Please return every line in the entries below with the word "вокзал" in it.
>>>
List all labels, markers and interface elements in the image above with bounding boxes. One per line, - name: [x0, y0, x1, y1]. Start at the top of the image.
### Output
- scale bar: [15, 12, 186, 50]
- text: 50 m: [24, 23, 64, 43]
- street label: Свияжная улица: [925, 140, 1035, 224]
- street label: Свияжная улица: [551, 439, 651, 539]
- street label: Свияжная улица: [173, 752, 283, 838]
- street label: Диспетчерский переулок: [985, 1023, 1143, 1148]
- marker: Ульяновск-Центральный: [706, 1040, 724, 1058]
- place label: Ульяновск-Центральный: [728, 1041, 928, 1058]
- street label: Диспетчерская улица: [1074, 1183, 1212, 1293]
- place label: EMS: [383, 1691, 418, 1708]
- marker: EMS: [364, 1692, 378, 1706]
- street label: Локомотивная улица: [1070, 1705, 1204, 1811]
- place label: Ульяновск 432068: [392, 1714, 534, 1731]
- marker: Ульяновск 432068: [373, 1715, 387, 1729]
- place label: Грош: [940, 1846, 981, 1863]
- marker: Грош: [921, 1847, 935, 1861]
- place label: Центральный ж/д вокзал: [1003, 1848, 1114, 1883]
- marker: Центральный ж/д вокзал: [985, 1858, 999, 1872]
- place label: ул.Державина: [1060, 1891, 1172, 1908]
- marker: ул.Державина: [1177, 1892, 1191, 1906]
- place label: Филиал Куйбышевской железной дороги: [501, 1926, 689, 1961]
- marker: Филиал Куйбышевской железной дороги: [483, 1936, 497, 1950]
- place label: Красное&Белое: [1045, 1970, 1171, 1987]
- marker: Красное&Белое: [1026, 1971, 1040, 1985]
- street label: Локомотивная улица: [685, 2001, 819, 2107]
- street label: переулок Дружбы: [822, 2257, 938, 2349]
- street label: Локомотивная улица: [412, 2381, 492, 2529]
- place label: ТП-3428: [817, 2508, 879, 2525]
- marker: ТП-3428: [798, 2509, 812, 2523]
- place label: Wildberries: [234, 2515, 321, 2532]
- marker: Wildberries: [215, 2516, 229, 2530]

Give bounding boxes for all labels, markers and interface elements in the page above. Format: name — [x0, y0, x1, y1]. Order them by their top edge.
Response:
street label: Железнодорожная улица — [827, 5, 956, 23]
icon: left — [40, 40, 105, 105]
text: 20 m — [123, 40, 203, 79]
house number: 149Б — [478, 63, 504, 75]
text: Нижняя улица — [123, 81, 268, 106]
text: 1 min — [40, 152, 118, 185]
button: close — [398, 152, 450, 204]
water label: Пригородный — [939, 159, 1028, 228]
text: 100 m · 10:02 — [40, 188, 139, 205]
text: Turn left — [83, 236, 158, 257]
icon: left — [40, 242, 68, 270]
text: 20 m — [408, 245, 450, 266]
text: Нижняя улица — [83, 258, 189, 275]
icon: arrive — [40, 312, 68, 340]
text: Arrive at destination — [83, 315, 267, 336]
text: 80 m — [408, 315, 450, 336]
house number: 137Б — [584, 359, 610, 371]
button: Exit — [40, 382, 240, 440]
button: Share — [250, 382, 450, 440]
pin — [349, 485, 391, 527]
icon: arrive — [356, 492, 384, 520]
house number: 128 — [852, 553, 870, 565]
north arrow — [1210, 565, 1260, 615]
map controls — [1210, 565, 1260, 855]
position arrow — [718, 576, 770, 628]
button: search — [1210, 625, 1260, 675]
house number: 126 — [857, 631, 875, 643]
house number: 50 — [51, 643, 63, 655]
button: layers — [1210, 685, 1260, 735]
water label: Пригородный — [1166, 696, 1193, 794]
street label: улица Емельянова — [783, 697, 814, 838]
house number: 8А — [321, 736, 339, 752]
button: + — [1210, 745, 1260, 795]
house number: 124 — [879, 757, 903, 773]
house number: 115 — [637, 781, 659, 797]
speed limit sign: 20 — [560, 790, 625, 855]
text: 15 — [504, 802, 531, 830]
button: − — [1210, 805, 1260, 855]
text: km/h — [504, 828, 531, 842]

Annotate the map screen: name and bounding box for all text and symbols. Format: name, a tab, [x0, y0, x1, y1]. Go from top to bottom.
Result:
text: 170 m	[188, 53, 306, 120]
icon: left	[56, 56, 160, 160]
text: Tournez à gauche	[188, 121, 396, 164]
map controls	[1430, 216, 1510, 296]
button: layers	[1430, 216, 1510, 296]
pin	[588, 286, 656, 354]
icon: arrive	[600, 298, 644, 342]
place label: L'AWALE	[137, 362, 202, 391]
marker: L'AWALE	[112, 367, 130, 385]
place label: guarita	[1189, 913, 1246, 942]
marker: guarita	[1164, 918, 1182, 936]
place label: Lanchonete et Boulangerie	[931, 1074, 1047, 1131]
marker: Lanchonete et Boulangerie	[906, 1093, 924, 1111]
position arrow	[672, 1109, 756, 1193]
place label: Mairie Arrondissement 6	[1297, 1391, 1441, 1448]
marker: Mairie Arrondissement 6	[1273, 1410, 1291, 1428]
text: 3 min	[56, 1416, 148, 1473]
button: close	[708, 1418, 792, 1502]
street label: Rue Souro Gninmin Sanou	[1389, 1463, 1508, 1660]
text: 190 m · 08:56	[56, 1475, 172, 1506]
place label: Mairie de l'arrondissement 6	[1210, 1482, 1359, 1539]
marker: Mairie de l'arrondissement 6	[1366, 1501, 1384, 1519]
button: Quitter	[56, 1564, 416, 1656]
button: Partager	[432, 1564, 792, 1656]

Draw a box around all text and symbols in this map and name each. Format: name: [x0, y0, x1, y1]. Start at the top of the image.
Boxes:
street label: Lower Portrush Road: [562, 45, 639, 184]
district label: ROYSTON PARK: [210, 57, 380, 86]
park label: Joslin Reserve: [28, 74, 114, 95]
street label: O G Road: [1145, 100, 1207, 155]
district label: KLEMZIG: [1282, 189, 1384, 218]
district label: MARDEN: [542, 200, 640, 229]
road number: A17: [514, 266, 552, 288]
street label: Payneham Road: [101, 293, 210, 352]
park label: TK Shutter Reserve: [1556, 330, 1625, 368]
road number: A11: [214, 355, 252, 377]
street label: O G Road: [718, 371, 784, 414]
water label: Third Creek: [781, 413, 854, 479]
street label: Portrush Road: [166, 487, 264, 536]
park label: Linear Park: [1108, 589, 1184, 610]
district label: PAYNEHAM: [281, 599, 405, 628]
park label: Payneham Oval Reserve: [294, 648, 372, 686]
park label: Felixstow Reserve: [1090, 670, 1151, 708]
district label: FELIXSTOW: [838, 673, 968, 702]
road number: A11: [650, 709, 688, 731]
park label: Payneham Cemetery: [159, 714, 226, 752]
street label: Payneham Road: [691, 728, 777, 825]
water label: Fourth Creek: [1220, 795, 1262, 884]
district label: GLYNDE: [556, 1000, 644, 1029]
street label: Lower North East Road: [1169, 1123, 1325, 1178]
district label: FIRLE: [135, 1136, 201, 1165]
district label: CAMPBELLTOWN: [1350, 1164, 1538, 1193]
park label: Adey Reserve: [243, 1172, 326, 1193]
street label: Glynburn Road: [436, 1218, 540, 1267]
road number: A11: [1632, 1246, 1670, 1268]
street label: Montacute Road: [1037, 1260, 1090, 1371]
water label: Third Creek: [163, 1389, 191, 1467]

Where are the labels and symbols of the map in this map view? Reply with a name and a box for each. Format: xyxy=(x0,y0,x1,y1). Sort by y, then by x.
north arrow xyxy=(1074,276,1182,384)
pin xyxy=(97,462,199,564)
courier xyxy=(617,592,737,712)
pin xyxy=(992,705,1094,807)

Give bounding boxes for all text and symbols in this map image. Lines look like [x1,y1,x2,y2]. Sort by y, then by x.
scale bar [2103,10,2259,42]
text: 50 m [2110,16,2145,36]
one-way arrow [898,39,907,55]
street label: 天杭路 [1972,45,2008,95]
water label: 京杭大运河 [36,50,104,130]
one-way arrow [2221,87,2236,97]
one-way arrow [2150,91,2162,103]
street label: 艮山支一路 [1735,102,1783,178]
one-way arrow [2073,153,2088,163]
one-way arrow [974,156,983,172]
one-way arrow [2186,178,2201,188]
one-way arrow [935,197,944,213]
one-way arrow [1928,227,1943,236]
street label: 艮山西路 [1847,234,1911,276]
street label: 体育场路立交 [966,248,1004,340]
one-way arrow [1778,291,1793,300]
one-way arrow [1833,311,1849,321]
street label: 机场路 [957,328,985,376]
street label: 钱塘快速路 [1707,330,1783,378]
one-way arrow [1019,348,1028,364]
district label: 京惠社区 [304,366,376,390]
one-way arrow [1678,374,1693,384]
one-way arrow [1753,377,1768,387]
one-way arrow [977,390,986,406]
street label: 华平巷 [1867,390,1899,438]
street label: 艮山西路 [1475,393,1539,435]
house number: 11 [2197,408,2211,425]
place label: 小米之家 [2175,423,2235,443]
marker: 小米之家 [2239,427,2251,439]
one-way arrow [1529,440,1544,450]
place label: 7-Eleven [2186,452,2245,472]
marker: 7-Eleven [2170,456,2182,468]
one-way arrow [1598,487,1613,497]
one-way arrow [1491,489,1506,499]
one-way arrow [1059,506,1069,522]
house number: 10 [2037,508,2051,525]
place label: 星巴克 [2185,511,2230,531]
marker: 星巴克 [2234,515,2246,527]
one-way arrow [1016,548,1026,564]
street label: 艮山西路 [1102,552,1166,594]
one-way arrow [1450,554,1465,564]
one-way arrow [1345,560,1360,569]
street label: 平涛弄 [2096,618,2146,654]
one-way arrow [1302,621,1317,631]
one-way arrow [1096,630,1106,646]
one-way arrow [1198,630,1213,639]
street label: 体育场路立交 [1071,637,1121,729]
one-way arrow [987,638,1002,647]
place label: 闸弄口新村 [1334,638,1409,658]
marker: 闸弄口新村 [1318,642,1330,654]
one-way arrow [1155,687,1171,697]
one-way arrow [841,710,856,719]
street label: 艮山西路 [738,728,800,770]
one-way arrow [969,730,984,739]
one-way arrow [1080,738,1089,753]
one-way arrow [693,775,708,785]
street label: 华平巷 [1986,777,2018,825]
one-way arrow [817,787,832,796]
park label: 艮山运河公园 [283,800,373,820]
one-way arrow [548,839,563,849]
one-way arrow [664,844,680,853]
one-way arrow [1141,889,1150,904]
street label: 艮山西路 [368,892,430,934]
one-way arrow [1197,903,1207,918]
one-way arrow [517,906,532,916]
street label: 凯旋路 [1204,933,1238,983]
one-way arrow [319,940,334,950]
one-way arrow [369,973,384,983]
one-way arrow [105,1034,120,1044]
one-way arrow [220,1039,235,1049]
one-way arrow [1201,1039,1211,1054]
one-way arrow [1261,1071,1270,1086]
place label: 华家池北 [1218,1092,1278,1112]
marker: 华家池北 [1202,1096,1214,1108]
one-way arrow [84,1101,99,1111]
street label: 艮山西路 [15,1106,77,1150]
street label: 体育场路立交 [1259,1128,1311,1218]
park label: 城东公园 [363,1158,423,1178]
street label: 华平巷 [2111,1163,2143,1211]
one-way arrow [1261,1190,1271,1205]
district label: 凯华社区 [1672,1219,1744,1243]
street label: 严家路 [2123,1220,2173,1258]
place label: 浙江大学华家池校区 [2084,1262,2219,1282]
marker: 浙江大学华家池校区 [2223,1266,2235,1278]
<<<
* OUTPUT FOR THIS TASK *
- place label: Центральный ж/д вокзал: [1003, 1848, 1114, 1883]
- marker: Центральный ж/д вокзал: [985, 1858, 999, 1872]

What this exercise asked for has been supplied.